El más joven de esta generación es Fernando Aguado, licenciado en Bellas Artes en la especialidad de restauración y aprendiz en el taller de Miñarro hasta que montó el suyo propio. Aguado, al igual que el resto de sus compañeros, se puede llevar se­manas estudiando e investigando antes de coger el carboncillo para esbozar en papel las primeras líneas de una imagen. En este caso inspiración y co­nocimiento dan como resultado obras con personalidad propia. «Yo utilizo el retrato —asegura Aguado— pero no para disfrazar a los personajes de los modelos sino para captar del modelo expresiones básicas y luego trasladar­las a la obra. Así consigo hacer imáge­nes distintas que no parezcan muñecos ni figuras falleras». En los misterios de Aguado cada figura tiene además de su papel, personalidad propia como para vivir al margen del grupo. Esta puede ser su aportación más destacada. A su juicio, «innovar en la imaginería es complicado pero podría consistir en unir los recursos históricos sin irte a la Pasión de Mel Gibson con nuevos tratamientos en la policromía o en los modelados». Aguado tiene muy clara su opinión sobre el ideal de belleza que ha traído la corriente hiperrealista con epicentro en Córdoba: «Parece que ahora hay que hacer imágenes no ya bellas sino guapas. Yo he visto vírgenes con la cara de Lady Di y eso no es. Si en el contexto de esta es­tética hubieran aparecido La Estrella, La Amargura, la Virgen del Valle, la del Mayor Dolor en su Soledad o la de los Dolores de los Servitas hubie­ran linchado a sus creadores, porque hay autores actuales que no entienden este tipo de belleza sino la otra, la de la guapura». Cuando se le pregunta por la aportación más contemporánea de la Semana Santa se queda pensando pero de inmediato salta: el Cristo de la Cena de Sebastián Santos. Esta imagen rompió muchos moldes, no es clásica, es un retrato y tiene un tratamiento muy innovador.
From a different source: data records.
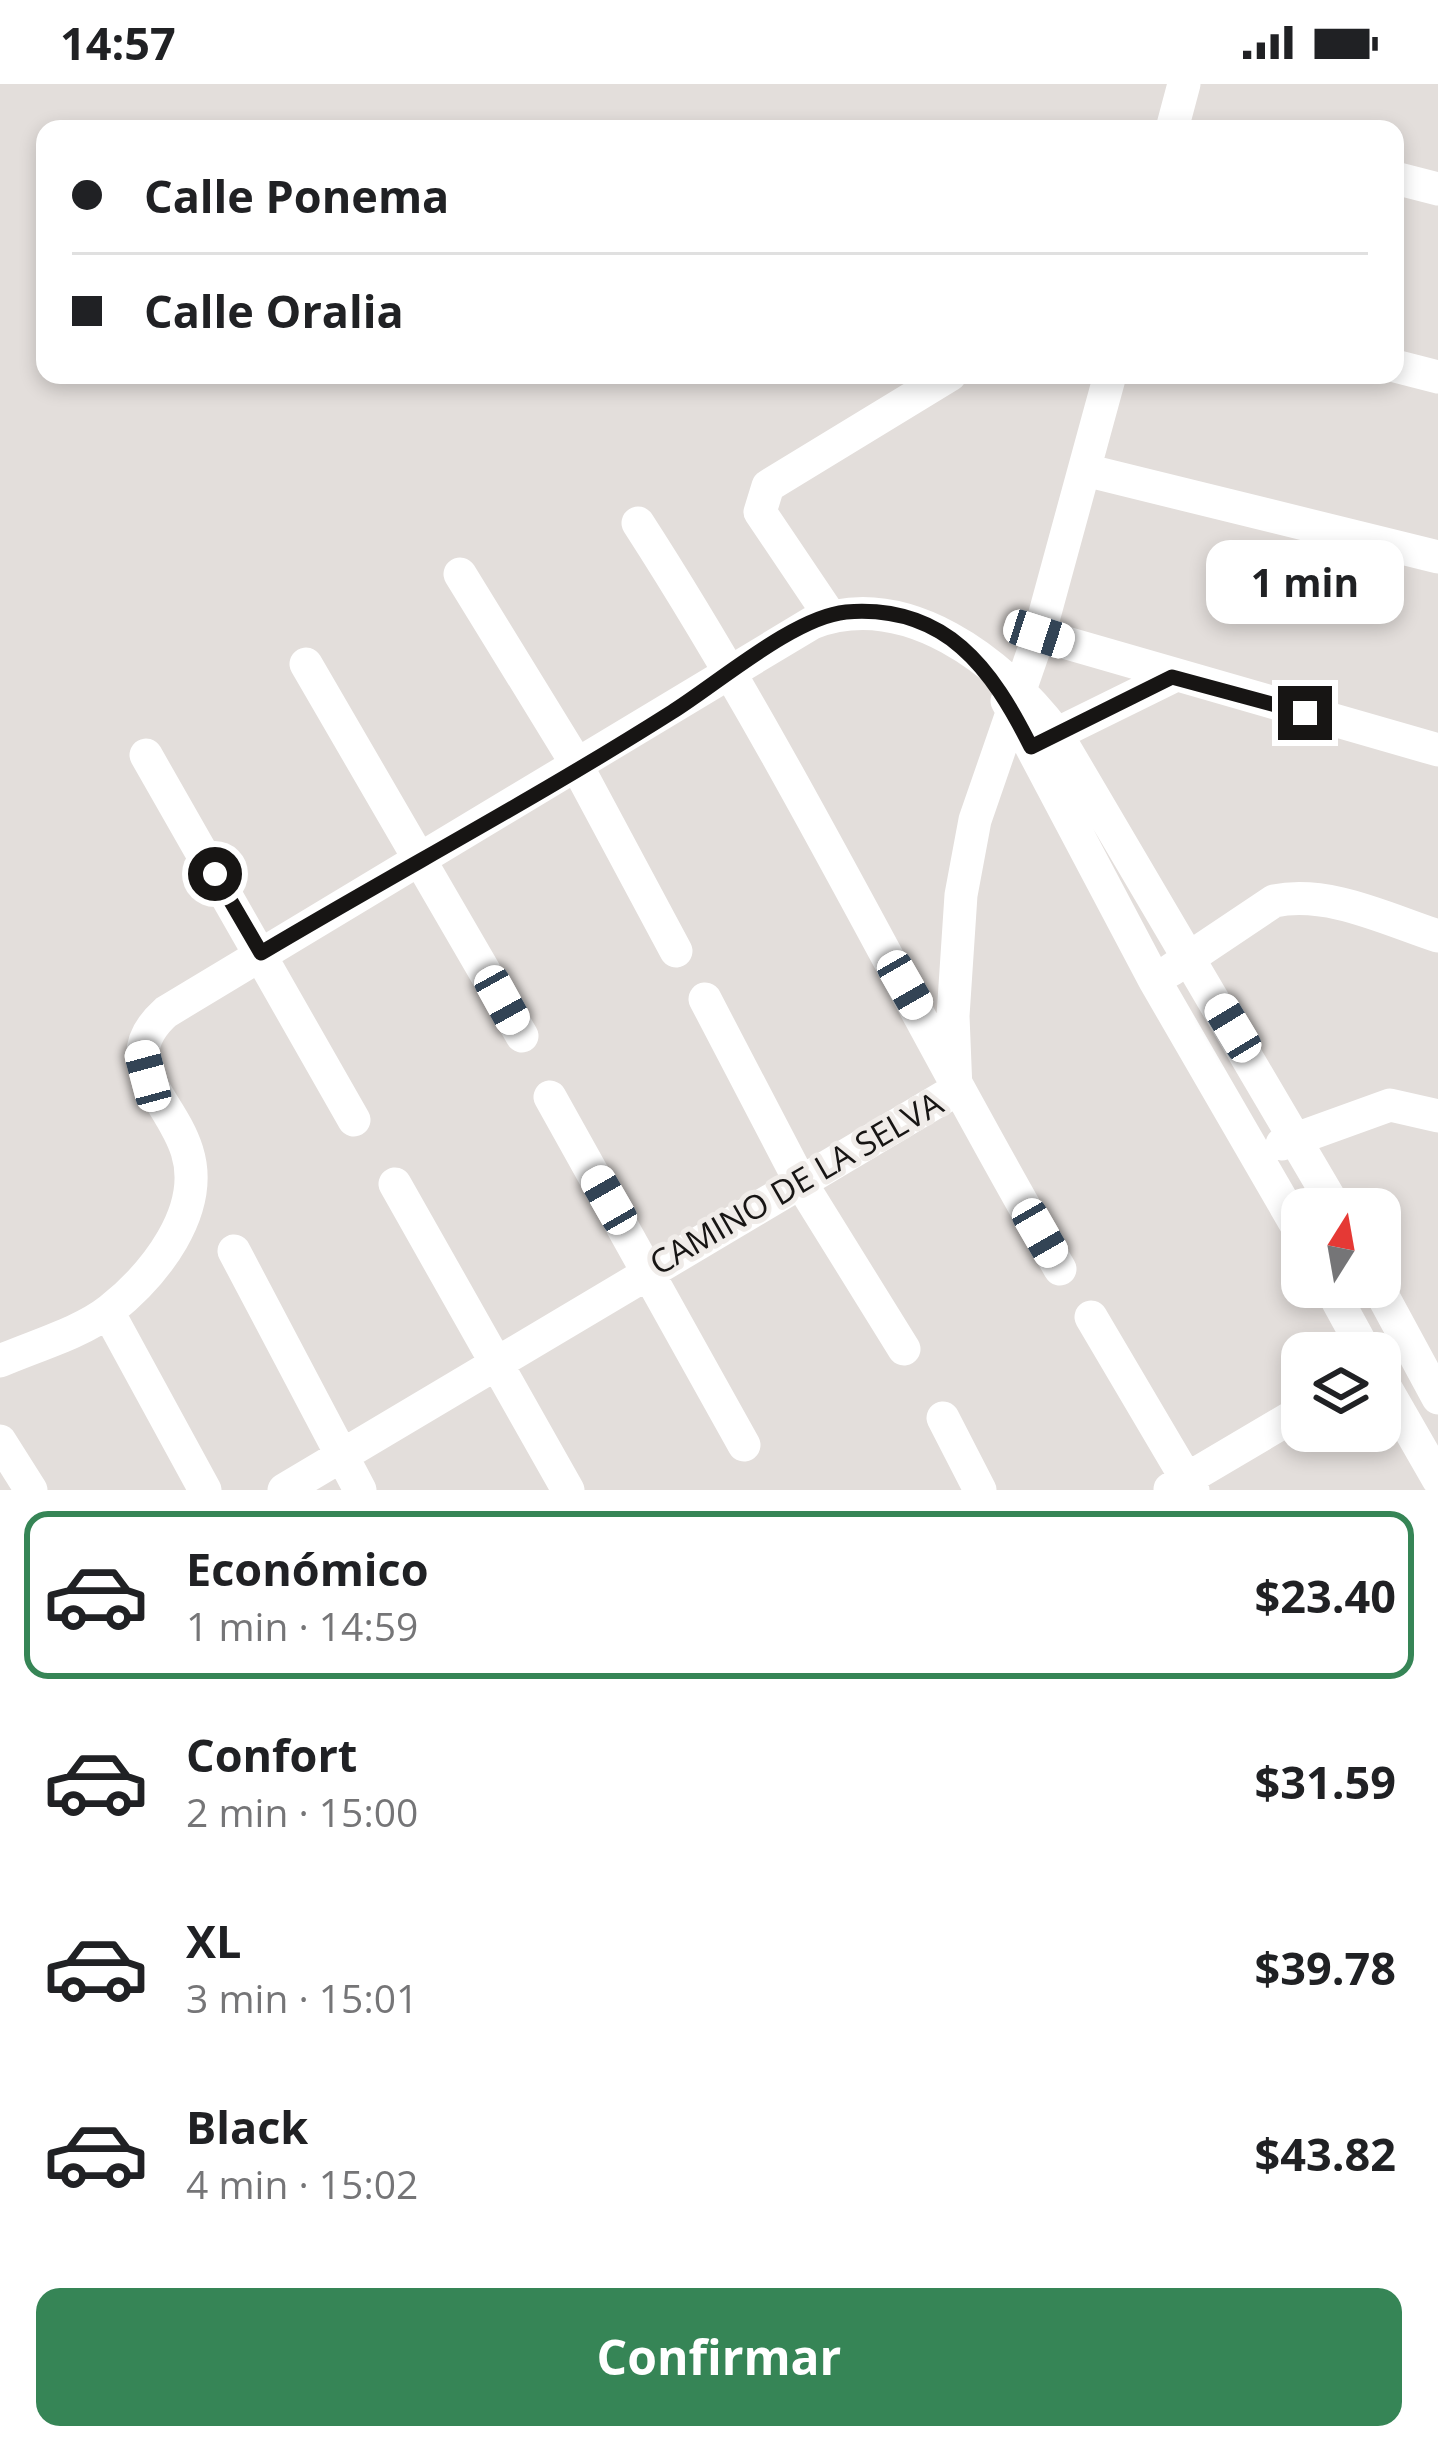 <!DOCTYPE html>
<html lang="es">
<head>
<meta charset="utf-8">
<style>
  body { margin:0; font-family:"Open Sans",sans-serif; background:#f6f6f6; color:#202124; height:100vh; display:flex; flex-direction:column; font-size:45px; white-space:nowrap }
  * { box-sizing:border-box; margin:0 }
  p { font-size:39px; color:#757577 }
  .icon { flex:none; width:66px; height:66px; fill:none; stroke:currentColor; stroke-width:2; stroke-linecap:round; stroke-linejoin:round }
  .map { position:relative; height:1406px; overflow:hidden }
  .drawer { display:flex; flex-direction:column; background:#fff; flex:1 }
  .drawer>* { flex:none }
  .hud { position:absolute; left:36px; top:36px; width:1368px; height:264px; border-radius:24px; box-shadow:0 6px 18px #0003; display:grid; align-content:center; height:264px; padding:0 36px; background:#fff }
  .needle { width:78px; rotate:11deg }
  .controls { position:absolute; left:1281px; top:1104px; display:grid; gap:24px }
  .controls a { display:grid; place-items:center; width:120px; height:120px; border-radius:24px; background:#fff; box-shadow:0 6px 18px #0003; font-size:60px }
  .end { position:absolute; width:54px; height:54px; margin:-27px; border:15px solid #171514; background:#fff; box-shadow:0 0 0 6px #fff }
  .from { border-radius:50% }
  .bubble { position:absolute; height:84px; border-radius:24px; background:#fff; box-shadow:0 6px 18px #0003; font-size:39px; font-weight:700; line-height:84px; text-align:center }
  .car { position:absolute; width:36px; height:72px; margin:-36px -18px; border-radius:15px; box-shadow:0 0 9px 3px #0007; background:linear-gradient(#fff 24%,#345 0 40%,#fff 0 76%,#345 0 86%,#fff 0) }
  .hud b { display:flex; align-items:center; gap:42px; height:114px; font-size:45px }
  .hud b+b { border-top:3px solid #e0e0e0 }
  .hud i { width:30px; height:30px; background:#202124 }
  ul { padding:21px 0 0; list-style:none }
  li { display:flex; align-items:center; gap:36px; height:168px; margin:0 24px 18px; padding:0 12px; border:6px solid transparent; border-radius:24px }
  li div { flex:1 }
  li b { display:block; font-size:45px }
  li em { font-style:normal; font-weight:700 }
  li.active { border-color:#368556 }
  li>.icon { width:108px; height:108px; stroke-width:1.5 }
  .button { display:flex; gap:24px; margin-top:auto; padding:24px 36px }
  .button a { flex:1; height:138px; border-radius:24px; background:#368556; color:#fff; font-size:48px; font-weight:700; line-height:138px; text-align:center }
  .status { display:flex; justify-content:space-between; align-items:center; height:84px; padding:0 60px; background:#fff; direction:ltr }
  .status svg { height:33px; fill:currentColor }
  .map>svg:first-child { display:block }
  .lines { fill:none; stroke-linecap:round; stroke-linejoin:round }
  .minor { stroke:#fff; stroke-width:33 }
  .route { stroke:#171514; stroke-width:15 }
  .labels { text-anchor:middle; stroke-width:10; stroke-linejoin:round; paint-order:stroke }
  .street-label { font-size:33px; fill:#171514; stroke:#f0ece9 }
</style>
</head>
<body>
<div class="status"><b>14:57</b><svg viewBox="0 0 49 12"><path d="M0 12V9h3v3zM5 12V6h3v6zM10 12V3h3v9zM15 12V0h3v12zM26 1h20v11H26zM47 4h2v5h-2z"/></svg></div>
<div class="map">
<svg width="1438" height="1406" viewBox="0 0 1438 1406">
  <rect width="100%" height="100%" fill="#e3dedb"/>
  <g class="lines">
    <path class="minor" d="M 1172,45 L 1184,0
      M 1395,94 L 1438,105
      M 1395,282 L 1438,293
      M 1085,386 L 1438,473
      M 638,439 C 793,679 916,938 1060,1185
      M 460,490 L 570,669 L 676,867
      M 830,532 L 760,428 L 768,402 L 950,291
      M 1039,551 L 1438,666
      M 306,580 L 522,952
      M 1007,617 L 1155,897 L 1302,1151
      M 1038,659 L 1172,593
      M 146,671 L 354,1036
      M 1171,886 L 1274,817 C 1329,806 1386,835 1438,852
      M 705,915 L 801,1099 L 904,1265
      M 550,1013 L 744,1361
      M 1282,1060 L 1390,1021 L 1438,1032
      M 395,1100 L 568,1406
      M 234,1167 L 360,1406
      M 1330,1203 L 1366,1269
      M 1378,1203 L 1438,1314
      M 108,1228 L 205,1406
      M 1091,1233 L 1193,1406
      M 0,1277 C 34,1262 81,1249 110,1226 C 154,1191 206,1127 187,1067 C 171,1014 110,978 166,928 L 812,539 C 906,503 1002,578 1056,649 L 1336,1125
      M 1380,1294 L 1438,1395
      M 943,1334 L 980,1406
      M 0,1357 L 31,1406
      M 1170,1405 L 1302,1327
      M 284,1406 L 956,1006 L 953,932 L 961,811 L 975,736 L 1039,551 L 1110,291"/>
  </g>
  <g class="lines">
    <path class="route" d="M 215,790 L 261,869 C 397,788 538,713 672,628 C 717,600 794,533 846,528 C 946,520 992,585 1031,663 L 1172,593 L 1305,629"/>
  </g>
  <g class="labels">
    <g class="street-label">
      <text transform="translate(796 1099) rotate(-30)" y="12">CAMINO DE LA SELVA</text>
    </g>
  </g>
</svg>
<div class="controls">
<a><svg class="needle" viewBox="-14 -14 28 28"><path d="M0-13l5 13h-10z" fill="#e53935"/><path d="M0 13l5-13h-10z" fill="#757577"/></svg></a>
<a><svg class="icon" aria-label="layers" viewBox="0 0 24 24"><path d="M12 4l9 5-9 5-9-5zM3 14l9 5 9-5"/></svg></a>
</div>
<i class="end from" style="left:215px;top:790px"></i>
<i class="end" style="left:1305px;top:629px"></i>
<div class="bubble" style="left:1206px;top:456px;width:198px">1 min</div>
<i class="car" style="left:1039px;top:550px;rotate:108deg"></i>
<i class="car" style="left:905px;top:901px;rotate:150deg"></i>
<i class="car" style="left:502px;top:916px;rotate:151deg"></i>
<i class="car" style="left:1233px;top:944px;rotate:329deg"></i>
<i class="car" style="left:148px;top:992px;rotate:345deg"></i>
<i class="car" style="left:609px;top:1116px;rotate:330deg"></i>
<i class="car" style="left:1040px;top:1149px;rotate:150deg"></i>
<div class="hud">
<b><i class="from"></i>Calle Ponema</b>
<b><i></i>Calle Oralia</b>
</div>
</div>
<section class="drawer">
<ul>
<li class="active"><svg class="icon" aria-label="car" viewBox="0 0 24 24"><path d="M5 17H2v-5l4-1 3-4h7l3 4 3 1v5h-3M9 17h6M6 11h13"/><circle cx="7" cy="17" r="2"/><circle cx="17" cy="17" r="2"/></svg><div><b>Económico</b><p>1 min · 14:59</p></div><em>$23.40</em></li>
<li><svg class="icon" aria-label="car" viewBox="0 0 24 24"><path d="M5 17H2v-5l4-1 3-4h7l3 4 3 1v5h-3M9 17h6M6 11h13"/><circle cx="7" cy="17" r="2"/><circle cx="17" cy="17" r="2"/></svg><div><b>Confort</b><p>2 min · 15:00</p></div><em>$31.59</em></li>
<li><svg class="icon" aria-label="car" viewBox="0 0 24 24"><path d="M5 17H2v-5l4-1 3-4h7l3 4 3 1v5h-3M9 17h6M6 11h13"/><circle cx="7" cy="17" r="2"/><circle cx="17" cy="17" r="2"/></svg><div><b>XL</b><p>3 min · 15:01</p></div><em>$39.78</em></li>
<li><svg class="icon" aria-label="car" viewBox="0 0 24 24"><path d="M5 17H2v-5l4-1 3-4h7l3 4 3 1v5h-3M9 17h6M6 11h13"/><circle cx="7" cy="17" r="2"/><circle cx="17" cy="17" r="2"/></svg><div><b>Black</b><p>4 min · 15:02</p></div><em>$43.82</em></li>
</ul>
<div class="button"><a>Confirmar</a></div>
</section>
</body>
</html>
En los misterios, el de la Coronación de Espinas del Valle es impresionismo puro, aquí Joaquín Bil­bao no tuvo que entretenerse en tallar hasta el último caracolillo del cabello para que la obra funcione como fun­ciona»

Estas son las claves de los cuatro artistas jóvenes que más que estar lla­mados a ser, ya son un eslabón bien definido en la cadena del Arte de la imaginería de Sevilla que desde el Siglo XVI ha logrado llegar al XXI.

Entre la piratería, la crisis y el hiperrealismo cordobés

Aunque en Sevilla y alrededores pueden contabilizarse cerca de 50 estudios de los que salen imágenes sólo una quince­na de ellos pueden considerarse como talleres. Los imagineros que se embar­can en un negocio como éste se quejan de lo que ellos consideran «piratería». «A mí —indica Navarro Arteaga— me cuesta 4.000 euros abrir cada mes el taller y mantener todos los papeles en regla, mientras que hay gente que en su casa y sin papeles nos hace una competencia muy desleal». La crisis también les ha llegado, aunque la mayoría tenga ya comprometidos encargos para va­rios años. «Se nota —comenta uno— en que la gente viene al taller, te preten­de regatear en el precio y te dice que por la mitad te lo hace otro. Yo le digo siempre lo mismo, adiós y muy buenas, no podemos tirar los precios porque yo como de esto». También sobrevoló por el gremio otro peligro debido al inte­resante foco surgido en Córdoba, una generación de imagineros que ha empe­zado a hacer mucha de la obra que antes se encargaban en Sevilla. Ese foco, del que son referentes Romero Zafra y An­tonio Bernal, ha cultivado un hiperrea­lismo que entra muy bien por los ojos pero que, en opinión de la mayoría de estos imagineros, responde a conceptos muy distintos de los que ellos manejan a la hora de idear y tallar una imagen devocional.